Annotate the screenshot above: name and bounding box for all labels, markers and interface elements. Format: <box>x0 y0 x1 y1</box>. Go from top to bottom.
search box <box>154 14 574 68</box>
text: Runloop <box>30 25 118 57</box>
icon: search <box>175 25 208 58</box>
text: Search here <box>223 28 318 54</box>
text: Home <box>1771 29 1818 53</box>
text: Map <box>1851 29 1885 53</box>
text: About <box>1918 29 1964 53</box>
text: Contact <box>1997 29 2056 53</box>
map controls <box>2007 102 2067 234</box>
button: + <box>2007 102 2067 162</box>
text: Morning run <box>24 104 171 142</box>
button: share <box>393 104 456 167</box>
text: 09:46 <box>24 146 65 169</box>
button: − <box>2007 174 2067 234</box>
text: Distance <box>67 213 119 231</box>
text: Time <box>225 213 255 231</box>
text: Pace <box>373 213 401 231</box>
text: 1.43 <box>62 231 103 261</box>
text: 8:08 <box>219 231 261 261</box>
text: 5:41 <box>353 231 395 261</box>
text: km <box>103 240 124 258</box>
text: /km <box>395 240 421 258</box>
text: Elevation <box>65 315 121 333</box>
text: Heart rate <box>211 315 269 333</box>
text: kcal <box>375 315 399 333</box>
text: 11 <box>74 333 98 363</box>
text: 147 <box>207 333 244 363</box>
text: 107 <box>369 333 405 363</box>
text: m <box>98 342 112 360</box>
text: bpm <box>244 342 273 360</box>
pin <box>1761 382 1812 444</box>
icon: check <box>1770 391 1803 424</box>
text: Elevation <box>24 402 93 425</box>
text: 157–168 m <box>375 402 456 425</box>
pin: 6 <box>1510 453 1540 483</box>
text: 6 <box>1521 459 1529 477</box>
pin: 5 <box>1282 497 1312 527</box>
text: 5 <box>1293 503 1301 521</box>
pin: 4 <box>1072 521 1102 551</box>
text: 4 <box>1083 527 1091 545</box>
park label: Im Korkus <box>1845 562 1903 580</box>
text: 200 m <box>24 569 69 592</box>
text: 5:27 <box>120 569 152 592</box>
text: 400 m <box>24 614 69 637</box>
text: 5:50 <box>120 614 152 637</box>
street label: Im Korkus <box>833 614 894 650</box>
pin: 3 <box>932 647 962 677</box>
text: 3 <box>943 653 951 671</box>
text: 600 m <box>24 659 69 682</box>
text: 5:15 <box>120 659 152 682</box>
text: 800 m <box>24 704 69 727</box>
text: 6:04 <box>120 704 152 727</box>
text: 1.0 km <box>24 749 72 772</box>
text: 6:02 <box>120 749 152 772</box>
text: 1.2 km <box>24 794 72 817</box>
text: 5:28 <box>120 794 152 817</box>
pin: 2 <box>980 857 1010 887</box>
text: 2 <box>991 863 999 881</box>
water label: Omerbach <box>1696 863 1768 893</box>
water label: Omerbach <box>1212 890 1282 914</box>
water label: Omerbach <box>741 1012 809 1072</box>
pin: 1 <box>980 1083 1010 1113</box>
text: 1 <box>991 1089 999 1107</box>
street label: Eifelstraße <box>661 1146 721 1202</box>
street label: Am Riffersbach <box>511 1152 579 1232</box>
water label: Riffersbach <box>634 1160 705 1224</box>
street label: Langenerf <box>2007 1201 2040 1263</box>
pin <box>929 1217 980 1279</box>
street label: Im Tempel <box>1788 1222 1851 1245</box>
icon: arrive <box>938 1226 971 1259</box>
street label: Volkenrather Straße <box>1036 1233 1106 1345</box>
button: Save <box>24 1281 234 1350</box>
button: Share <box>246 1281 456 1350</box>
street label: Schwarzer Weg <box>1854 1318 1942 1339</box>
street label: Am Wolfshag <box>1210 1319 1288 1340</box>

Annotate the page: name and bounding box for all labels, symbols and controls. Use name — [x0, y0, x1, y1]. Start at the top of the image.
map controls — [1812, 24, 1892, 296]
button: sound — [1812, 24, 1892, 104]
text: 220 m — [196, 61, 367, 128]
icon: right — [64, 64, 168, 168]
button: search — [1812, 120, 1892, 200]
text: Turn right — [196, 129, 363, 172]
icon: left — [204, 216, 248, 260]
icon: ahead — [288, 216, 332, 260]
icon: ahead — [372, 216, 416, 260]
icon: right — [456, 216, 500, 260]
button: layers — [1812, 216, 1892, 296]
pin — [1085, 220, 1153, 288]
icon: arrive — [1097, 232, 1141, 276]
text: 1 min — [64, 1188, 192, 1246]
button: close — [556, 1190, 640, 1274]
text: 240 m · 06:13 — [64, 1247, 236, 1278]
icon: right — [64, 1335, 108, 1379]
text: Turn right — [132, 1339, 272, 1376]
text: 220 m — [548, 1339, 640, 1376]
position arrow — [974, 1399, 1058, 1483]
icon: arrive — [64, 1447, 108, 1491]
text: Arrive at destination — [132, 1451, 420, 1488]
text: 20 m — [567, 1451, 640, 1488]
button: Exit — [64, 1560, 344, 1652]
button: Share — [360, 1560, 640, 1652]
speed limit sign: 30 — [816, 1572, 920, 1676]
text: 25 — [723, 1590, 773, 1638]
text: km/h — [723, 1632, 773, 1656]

_____

PROBLEM DESCRIPTION — Each line of the listing should be copied exactly.

ANSWER SECTION —
Annotate the screenshot above: name and bounding box for all labels, markers and interface elements. Format: <box>x0 y0 x1 y1</box>. Go from top to bottom.
search box <box>154 14 574 68</box>
text: Runloop <box>30 25 118 57</box>
icon: search <box>175 25 208 58</box>
text: Search here <box>223 28 318 54</box>
text: Home <box>1771 29 1818 53</box>
text: Map <box>1851 29 1885 53</box>
text: About <box>1918 29 1964 53</box>
text: Contact <box>1997 29 2056 53</box>
map controls <box>2007 102 2067 234</box>
button: + <box>2007 102 2067 162</box>
text: Morning run <box>24 104 171 142</box>
button: share <box>393 104 456 167</box>
text: 09:46 <box>24 146 65 169</box>
button: − <box>2007 174 2067 234</box>
text: Distance <box>67 213 119 231</box>
text: Time <box>225 213 255 231</box>
text: Pace <box>373 213 401 231</box>
text: 1.43 <box>62 231 103 261</box>
text: 8:08 <box>219 231 261 261</box>
text: 5:41 <box>353 231 395 261</box>
text: km <box>103 240 124 258</box>
text: /km <box>395 240 421 258</box>
text: Elevation <box>65 315 121 333</box>
text: Heart rate <box>211 315 269 333</box>
text: kcal <box>375 315 399 333</box>
text: 11 <box>74 333 98 363</box>
text: 147 <box>207 333 244 363</box>
text: 107 <box>369 333 405 363</box>
text: m <box>98 342 112 360</box>
text: bpm <box>244 342 273 360</box>
pin <box>1761 382 1812 444</box>
icon: check <box>1770 391 1803 424</box>
text: Elevation <box>24 402 93 425</box>
text: 157–168 m <box>375 402 456 425</box>
pin: 6 <box>1510 453 1540 483</box>
text: 6 <box>1521 459 1529 477</box>
pin: 5 <box>1282 497 1312 527</box>
text: 5 <box>1293 503 1301 521</box>
pin: 4 <box>1072 521 1102 551</box>
text: 4 <box>1083 527 1091 545</box>
park label: Im Korkus <box>1845 562 1903 580</box>
text: 200 m <box>24 569 69 592</box>
text: 5:27 <box>120 569 152 592</box>
text: 400 m <box>24 614 69 637</box>
text: 5:50 <box>120 614 152 637</box>
street label: Im Korkus <box>833 614 894 650</box>
pin: 3 <box>932 647 962 677</box>
text: 3 <box>943 653 951 671</box>
text: 600 m <box>24 659 69 682</box>
text: 5:15 <box>120 659 152 682</box>
text: 800 m <box>24 704 69 727</box>
text: 6:04 <box>120 704 152 727</box>
text: 1.0 km <box>24 749 72 772</box>
text: 6:02 <box>120 749 152 772</box>
text: 1.2 km <box>24 794 72 817</box>
text: 5:28 <box>120 794 152 817</box>
pin: 2 <box>980 857 1010 887</box>
text: 2 <box>991 863 999 881</box>
water label: Omerbach <box>1696 863 1768 893</box>
water label: Omerbach <box>1212 890 1282 914</box>
water label: Omerbach <box>741 1012 809 1072</box>
pin: 1 <box>980 1083 1010 1113</box>
text: 1 <box>991 1089 999 1107</box>
street label: Eifelstraße <box>661 1146 721 1202</box>
street label: Am Riffersbach <box>511 1152 579 1232</box>
water label: Riffersbach <box>634 1160 705 1224</box>
street label: Langenerf <box>2007 1201 2040 1263</box>
pin <box>929 1217 980 1279</box>
street label: Im Tempel <box>1788 1222 1851 1245</box>
icon: arrive <box>938 1226 971 1259</box>
street label: Volkenrather Straße <box>1036 1233 1106 1345</box>
button: Save <box>24 1281 234 1350</box>
button: Share <box>246 1281 456 1350</box>
street label: Schwarzer Weg <box>1854 1318 1942 1339</box>
street label: Am Wolfshag <box>1210 1319 1288 1340</box>

Annotate the page: name and bounding box for all labels, symbols and controls. Use name — [x0, y0, x1, y1]. Start at the top of the image.
map controls — [1812, 24, 1892, 296]
button: sound — [1812, 24, 1892, 104]
text: 220 m — [196, 61, 367, 128]
icon: right — [64, 64, 168, 168]
button: search — [1812, 120, 1892, 200]
text: Turn right — [196, 129, 363, 172]
icon: left — [204, 216, 248, 260]
icon: ahead — [288, 216, 332, 260]
icon: ahead — [372, 216, 416, 260]
icon: right — [456, 216, 500, 260]
button: layers — [1812, 216, 1892, 296]
pin — [1085, 220, 1153, 288]
icon: arrive — [1097, 232, 1141, 276]
text: 1 min — [64, 1188, 192, 1246]
button: close — [556, 1190, 640, 1274]
text: 240 m · 06:13 — [64, 1247, 236, 1278]
icon: right — [64, 1335, 108, 1379]
text: Turn right — [132, 1339, 272, 1376]
text: 220 m — [548, 1339, 640, 1376]
position arrow — [974, 1399, 1058, 1483]
icon: arrive — [64, 1447, 108, 1491]
text: Arrive at destination — [132, 1451, 420, 1488]
text: 20 m — [567, 1451, 640, 1488]
button: Exit — [64, 1560, 344, 1652]
button: Share — [360, 1560, 640, 1652]
speed limit sign: 30 — [816, 1572, 920, 1676]
text: 25 — [723, 1590, 773, 1638]
text: km/h — [723, 1632, 773, 1656]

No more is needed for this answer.